==== Listed entries ====
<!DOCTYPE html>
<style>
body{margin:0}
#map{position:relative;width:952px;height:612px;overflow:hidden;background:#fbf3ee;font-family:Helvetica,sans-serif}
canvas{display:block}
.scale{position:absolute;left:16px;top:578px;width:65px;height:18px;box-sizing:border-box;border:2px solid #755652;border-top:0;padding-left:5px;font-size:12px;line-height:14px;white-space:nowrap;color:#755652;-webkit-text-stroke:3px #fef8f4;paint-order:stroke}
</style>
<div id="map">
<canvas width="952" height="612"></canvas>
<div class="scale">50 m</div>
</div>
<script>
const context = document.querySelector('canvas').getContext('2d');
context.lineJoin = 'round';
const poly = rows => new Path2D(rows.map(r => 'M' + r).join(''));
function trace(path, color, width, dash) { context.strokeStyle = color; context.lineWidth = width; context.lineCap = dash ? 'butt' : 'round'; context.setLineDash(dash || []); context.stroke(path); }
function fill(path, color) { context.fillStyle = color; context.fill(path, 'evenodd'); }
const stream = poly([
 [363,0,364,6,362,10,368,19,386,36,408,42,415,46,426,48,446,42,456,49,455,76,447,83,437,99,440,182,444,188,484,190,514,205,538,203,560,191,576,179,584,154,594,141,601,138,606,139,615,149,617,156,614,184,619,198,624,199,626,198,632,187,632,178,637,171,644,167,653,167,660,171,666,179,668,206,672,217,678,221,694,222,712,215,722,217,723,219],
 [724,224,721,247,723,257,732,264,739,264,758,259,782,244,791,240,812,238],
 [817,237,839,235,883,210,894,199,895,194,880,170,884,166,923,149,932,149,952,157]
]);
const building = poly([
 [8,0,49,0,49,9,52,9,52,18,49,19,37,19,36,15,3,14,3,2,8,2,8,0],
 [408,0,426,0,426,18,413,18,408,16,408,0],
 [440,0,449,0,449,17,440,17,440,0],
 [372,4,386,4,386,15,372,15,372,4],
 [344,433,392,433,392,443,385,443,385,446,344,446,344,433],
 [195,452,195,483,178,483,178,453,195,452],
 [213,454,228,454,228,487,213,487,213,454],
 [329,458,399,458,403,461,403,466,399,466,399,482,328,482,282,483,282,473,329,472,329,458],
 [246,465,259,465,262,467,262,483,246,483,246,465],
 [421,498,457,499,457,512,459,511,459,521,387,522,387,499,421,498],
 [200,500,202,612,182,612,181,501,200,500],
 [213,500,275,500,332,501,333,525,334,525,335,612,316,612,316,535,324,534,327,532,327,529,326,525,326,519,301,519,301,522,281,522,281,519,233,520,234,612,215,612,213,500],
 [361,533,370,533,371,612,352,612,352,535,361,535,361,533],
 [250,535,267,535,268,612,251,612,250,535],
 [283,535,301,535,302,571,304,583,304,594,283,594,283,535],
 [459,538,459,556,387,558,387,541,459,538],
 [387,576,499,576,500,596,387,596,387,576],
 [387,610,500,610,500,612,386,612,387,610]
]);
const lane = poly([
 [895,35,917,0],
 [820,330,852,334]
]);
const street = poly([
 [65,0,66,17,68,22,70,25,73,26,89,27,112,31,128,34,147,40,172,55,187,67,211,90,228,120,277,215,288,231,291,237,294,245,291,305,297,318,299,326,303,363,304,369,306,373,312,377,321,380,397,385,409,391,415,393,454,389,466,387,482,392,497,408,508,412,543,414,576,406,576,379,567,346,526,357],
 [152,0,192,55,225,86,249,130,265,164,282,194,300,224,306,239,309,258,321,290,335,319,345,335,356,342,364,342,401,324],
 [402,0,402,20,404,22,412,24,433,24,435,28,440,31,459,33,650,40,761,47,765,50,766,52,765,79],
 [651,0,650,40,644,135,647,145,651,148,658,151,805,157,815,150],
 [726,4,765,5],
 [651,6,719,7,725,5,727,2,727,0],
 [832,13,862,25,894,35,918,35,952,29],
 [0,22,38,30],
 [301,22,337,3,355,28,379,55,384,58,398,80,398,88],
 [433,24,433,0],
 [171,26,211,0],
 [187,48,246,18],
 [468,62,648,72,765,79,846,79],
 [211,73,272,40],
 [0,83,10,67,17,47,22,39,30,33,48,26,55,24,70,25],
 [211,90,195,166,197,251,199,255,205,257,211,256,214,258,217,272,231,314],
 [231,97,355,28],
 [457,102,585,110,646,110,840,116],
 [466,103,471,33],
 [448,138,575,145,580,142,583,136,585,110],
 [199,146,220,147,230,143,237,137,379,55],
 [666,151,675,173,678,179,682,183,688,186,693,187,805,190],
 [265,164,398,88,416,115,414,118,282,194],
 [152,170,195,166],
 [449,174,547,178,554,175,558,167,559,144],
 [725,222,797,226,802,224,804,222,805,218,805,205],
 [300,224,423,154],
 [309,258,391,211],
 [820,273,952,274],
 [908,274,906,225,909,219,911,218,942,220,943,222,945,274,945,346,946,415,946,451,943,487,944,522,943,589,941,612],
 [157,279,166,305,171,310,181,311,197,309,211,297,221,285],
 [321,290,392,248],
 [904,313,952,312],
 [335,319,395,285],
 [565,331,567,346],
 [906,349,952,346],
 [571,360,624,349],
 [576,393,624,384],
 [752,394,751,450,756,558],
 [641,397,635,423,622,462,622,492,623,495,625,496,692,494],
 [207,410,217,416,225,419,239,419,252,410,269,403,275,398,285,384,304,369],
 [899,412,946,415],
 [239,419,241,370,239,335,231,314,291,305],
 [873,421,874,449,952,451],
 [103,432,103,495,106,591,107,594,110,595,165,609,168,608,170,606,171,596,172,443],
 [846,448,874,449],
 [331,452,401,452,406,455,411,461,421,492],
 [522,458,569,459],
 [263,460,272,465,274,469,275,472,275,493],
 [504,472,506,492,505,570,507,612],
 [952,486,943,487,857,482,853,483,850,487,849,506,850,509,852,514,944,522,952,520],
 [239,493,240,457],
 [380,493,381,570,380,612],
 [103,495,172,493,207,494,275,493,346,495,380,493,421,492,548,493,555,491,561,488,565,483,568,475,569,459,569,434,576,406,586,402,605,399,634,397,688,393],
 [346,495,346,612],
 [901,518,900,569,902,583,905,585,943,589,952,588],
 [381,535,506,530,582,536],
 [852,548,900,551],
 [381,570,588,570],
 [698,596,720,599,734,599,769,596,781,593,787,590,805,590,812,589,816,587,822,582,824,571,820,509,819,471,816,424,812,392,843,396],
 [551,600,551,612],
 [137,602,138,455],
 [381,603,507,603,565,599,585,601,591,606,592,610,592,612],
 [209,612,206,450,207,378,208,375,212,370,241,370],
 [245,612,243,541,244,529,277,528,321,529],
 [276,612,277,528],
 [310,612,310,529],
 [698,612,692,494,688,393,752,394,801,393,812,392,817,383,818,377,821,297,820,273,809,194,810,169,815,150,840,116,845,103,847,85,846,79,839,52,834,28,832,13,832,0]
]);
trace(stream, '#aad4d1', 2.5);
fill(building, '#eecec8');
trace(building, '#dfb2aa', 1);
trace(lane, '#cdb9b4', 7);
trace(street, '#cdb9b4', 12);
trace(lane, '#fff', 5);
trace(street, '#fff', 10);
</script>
====
# Your task:
Wherever the string "canvas" appears in the records, copy the whole line.

# Exercise output:
canvas{display:block}
<canvas width="952" height="612"></canvas>
const context = document.querySelector('canvas').getContext('2d');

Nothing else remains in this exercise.